- Employee Free Choice Act is introduced in Congress
- April 3, 2009
- Law Firm: Seyfarth Shaw LLP - Office
The Employee Free Choice Act of 2009 (EFCA) was introduced on March 10 in both the House of Representatives and the Senate. The 2009 version of EFCA is identical to last year's bill, which passed the House by a wide margin but ultimately failed in the Senate when its supporters were unable to invoke cloture on a potential filibuster motion. Had it passed Congress, President Bush indicated that he would veto the 2008 measure.
In contrast, both during the 2008 Presidential campaign and more recently in public statements to union leaders, President Obama has expressed strong support for EFCA and promised to work with its supporters to enact the legislation. In introducing the bill in the House as Chairman of the Education and Labor Committee, Rep. George Miller, D-California, stated that “Americans' wages have been stagnating or falling for the past decade. … If we want a fair and sustainable recovery from this economic crisis, we must give workers the ability to stand up for themselves and once again share in the prosperity they help to create.”
A bruising political conflict over EFCA is expected. While the bill is expected to receive overwhelming support in the House, EFCA's opponents (including the U.S. Chamber of Commerce and a number of employer-oriented advocacy groups) are concentrating most of their efforts on the Senate, where its passage is uncertain. At least 60 Senate votes are needed to overcome an expected Republican-led filibuster, and it is unclear whether Republican and Democratic Senators who have expressed concern about EFCA, such as Senators Lincoln (D-Arkansas), Pryor (D-Arkansas), Nelson (D-Nebraska), Landrieu (D-Louisiana), Specter (R-Pennsylvania), Snowe (R-Maine), and Collins (R-Maine) will be willing to allow the bill to be voted upon in its current form (even if they do not ultimately support it), or will seek to broker compromise legislation in a manner similar to their role in modifying the White House's stimulus package. The timing of any votes also presently is uncertain because although EFCA has been introduced—in a maneuver understood to be symbolic of its importance to labor—its actual presentation for key votes is likely to be delayed until certain economy-related legislation is first addressed and, as Democrats hope, an additional favorable vote (Franken, D-Minnesota) becomes available.
There are three key components to EFCA that will negatively impact employers to a significant extent.
(1) Union Recognition Process
Under EFCA, the secret ballot election process will be effectively replaced by “card check” recognition. That is, if a union obtains the signatures on authorization cards from 50% plus one of employees in an appropriate bargaining unit, and turns such cards over to the NLRB, the union will be certified as the majority representative of such employees.

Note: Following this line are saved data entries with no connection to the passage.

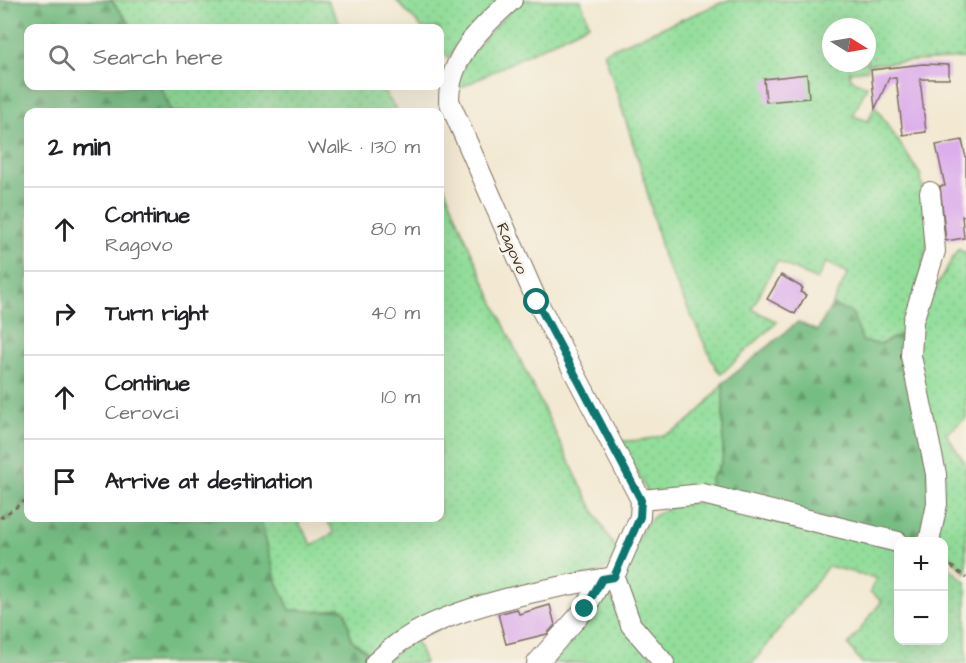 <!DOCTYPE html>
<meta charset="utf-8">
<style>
:root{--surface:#fff;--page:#f2f2f2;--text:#202124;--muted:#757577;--line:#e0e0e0}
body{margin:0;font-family:"Architects Daughter",sans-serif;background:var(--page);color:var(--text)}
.controls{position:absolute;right:18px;bottom:18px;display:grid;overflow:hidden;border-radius:12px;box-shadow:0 6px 24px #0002}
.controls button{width:54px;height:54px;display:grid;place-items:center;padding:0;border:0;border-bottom:2px solid var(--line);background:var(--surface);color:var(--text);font:30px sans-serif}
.compass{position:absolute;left:822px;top:18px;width:54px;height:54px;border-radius:50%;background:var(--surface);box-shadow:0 6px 24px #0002;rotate:101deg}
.stop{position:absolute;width:18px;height:18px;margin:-14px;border:4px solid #0f766e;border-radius:50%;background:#fff}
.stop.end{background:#0f766e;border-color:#fff;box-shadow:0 2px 6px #0008}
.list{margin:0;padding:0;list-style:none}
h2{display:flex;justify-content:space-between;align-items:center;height:78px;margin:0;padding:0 24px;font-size:26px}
h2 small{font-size:20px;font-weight:400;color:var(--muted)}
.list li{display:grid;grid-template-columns:39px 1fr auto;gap:18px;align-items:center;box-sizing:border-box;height:84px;padding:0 24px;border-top:2px solid var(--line)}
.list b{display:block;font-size:22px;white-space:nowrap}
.list p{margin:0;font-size:20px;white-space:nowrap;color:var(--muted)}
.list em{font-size:20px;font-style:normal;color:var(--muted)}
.icon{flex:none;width:33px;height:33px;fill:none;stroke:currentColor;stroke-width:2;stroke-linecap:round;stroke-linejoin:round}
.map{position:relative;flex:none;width:966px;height:663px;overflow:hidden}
.search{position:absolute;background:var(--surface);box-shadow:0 6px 24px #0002;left:24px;top:24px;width:420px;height:66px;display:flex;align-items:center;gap:15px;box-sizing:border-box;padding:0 21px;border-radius:12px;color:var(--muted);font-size:22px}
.panel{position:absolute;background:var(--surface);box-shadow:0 6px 24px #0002;left:24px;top:108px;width:420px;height:414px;border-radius:12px}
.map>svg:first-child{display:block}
.grass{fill:url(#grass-dots);stroke:#67845c;stroke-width:1.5;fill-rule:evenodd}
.forest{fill:url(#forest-firs);stroke:#587450;stroke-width:1.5}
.building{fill:#dcadeb}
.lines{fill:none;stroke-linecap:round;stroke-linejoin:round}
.street-casing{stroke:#7b6d5d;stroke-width:22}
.path{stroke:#7b6d5d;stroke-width:3;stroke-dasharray:4.5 4.5;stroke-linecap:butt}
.street{stroke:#fff;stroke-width:20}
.route{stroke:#0f766e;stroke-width:8}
.labels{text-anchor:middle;stroke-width:5;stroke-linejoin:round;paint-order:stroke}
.street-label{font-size:16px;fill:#3b2a1e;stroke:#f7f3e8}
</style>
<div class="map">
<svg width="966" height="663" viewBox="0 0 966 663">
<defs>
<pattern id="grass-dots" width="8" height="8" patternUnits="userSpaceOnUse" patternTransform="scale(1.5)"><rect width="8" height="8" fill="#93de9b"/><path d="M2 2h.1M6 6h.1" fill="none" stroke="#80bf85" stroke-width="1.8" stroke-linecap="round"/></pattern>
<pattern id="forest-firs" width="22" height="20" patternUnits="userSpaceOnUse" patternTransform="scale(1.5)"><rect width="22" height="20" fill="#76bd83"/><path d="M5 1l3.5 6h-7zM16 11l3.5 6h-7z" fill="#629a6b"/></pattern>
</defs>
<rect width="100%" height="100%" fill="#f7f3e8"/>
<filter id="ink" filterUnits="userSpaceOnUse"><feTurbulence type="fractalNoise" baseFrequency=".0167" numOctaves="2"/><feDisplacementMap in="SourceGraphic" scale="12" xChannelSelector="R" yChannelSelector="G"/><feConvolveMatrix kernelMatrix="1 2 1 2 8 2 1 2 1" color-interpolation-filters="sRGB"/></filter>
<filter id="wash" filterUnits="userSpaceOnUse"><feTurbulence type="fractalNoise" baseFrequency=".008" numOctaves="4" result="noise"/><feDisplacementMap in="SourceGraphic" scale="24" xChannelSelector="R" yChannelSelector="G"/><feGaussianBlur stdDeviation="1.35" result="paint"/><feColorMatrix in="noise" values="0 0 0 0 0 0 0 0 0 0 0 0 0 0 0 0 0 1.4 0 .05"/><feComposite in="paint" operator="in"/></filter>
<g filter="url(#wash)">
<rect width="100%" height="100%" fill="#f3e9d3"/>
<g class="grass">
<path d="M 111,0 L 327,0 L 342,28 L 133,28 Z"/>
<path d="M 396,0 L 504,0 L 470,29 L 448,58 L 440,48 L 440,28 L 422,28 Z"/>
<path d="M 522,0 L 581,0 L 589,24 L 454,91 C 457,61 500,20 522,0 Z"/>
<path d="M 728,0 L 966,0 L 966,58 L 869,64 L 867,70 L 849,72 L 851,79 L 867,86 L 853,116 L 868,121 L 875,106 L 920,174 L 931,228 L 908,331 L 881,344 L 863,342 L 852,313 L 832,305 L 848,273 L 826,262 L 817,280 L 777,261 L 752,309 L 777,322 L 721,374 L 716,368 L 663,256 L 643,175 L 604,52 ZM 831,27 L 867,27 L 867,63 L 831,63 Z"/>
<path d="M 160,86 L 380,86 L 398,112 L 172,112 Z"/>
<path d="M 440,176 C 475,264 514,349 556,434 C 575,474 594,514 617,551 L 609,566 L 599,573 L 551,584 L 372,656 L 351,639 L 346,613 L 290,610 L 276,579 L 260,518 L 296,518 L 312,545 L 334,533 L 326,518 L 440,518 Z"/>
<path d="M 958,249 L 966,253 L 966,315 L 962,319 L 966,324 L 966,418 L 946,434 L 966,464 L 966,573 L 944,551 L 944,542 L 937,541 L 916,355 L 921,313 Z"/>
<path d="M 723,383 L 723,455 L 721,464 L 710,480 L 712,492 L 648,493 L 620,441 C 674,441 691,424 723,383 Z"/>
<path d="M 706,502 L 898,548 L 898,640 L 944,640 L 944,564 L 966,582 L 966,663 L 862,663 L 848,645 L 882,601 L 870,592 L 876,578 L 828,566 L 753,663 L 669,663 L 635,620 L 622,570 C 645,524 649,503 706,502 Z"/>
<path d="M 607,592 L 656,663 L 543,663 L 602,594 Z"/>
<path d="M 415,637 L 425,663 L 384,663 Z"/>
</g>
<g class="forest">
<path d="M 0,0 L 111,0 L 133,28 L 28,28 L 28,86 L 160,86 L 172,112 L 28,112 L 28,518 L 260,518 L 276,579 L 290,610 L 327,611 L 340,607 L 346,613 L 351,639 L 372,656 L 363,663 L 0,663 Z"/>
<path d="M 832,305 L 852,313 L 863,342 L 881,344 L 908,331 L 926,448 L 931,507 L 924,526 L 915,536 L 905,538 L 712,492 L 710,480 L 721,464 L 723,455 L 723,383 L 798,322 L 817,331 Z"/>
</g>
<g id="blocks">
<g class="building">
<path d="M 923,64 L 949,65 L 949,79 L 920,79 L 926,132 L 903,135 L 896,78 L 889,78 L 875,109 L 871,70 Z"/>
<path d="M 807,74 L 809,98 L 766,102 L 764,79 Z"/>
<path d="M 962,140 L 966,158 L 966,216 L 962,216 L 964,238 L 946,241 L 940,186 L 945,186 L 936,145 Z"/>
<path d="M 781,275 L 803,288 L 800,292 L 806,295 L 795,314 L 767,299 Z"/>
<path d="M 550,605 L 555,625 L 547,634 L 506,644 L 498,614 L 517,609 L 519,614 Z"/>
</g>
</g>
</g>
<g filter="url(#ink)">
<use href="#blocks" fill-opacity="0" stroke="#7b6d5d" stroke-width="1.5"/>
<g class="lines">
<defs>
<g id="street">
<path d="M 512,0 C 481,27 449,57 449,101 L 537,301 L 641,500 L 640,517 L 614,577"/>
<path d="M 641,500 L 703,494 L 898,542"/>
<path d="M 929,542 L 937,504 L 936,474 L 911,356 L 913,321 L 935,251 L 930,192"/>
<path d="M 614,577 L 631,625 L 664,663"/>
<path d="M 375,663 C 384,655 393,646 403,640 C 454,605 553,587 614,577"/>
<path d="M 537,663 L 585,609 L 602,579"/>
</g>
</defs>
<use href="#street" class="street-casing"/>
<g class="path">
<path d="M 0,518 L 28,499"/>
<path d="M 944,560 L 966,578"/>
</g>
<use href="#street" class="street"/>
</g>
</g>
<g class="lines" filter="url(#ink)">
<path class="route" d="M 537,302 L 641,500 L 640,517 L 614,577 L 602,579 L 585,609"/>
</g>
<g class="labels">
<g class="street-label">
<text transform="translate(513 248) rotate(66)" y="6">Ragovo</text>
</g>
</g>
</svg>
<div class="controls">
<button>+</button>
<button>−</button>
</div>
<svg class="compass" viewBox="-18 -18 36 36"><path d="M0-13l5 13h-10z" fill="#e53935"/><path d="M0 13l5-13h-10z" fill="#757577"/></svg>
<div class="stop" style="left:537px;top:302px"></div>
<div class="stop end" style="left:585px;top:609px"></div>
<div class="search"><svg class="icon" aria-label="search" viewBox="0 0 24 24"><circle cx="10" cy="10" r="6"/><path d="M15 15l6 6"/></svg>Search here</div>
<section class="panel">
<h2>2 min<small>Walk · 130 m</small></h2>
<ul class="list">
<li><svg class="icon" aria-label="ahead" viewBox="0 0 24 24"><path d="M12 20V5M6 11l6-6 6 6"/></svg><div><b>Continue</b><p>Ragovo</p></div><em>80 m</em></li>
<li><svg class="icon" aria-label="right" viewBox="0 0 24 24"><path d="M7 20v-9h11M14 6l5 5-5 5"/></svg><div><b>Turn right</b></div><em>40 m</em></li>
<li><svg class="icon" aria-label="ahead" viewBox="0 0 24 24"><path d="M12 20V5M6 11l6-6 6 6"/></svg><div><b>Continue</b><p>Cerovci</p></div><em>10 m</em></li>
<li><svg class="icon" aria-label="arrive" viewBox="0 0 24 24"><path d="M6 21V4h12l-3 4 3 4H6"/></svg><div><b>Arrive at destination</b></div></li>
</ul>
</section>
</div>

(2) Binding Third Party Interest Arbitration Will be Imposed Upon Any Employer Not Reaching Agreement on a First Union Contract Within 120 Days of the Beginning of the Bargaining Process.
Currently, if a union is certified, an employer still has some control over its business operations through the collective bargaining process. This is because, in collective bargaining, an employer by law may always refuse to agree to unreasonable, costly, or unproductive union bargaining proposals. If the employer and the union disagree over one or more contract terms, the union’s principal recourse is to strike and/or picket the employer, and the employer may, in turn, continue to operate using supervisors, managers, or replacement workers, or even lockout. Under EFCA, an employer’s right to say “no” to union wage, benefit, or working condition demands is removed. Instead, a “neutral” arbitration panel is appointed by the Federal Mediation and Conciliation Service to decide the terms of all disputed items of the parties’ first contract if such a contract is not reached within 120 days after the beginning of the bargaining process.
(3) Increased Penalties Against Employers for Unfair Labor Practice Violations
Under the National Labor Relations Act, employers are now prohibited from threatening to discharge or discharging employees for engaging in protected union activities, or from interfering with, restraining, or coercing employees in the exercise of their rights under the National Labor Relations Act. The current remedy for such a violation is that any discharged employee would be reinstated and receive full back-pay for the period of time he/she may have been terminated, with interest. In addition, injunctions against alleged employer illegal activity are rarely sought or granted. Under EFCA, any employee found to be unlawfully terminated while employees of the employer are actively seeking representation, or after recognition is granted until a first contract is entered into, would receive full back-pay plus two (2) times that amount as liquidated damages. In addition, any employer found to have willfully or repeatedly committed unfair labor practices during a union organizing campaign or during the period before a first contract is entered into would be subject to a civil penalty not to exceed $20,000 for each violation. Finally, injunctive relief would be readily available where unfair labor practices were alleged to occur during a union organizing campaign or after recognition is granted but before a first contract is entered into between the employer and the union.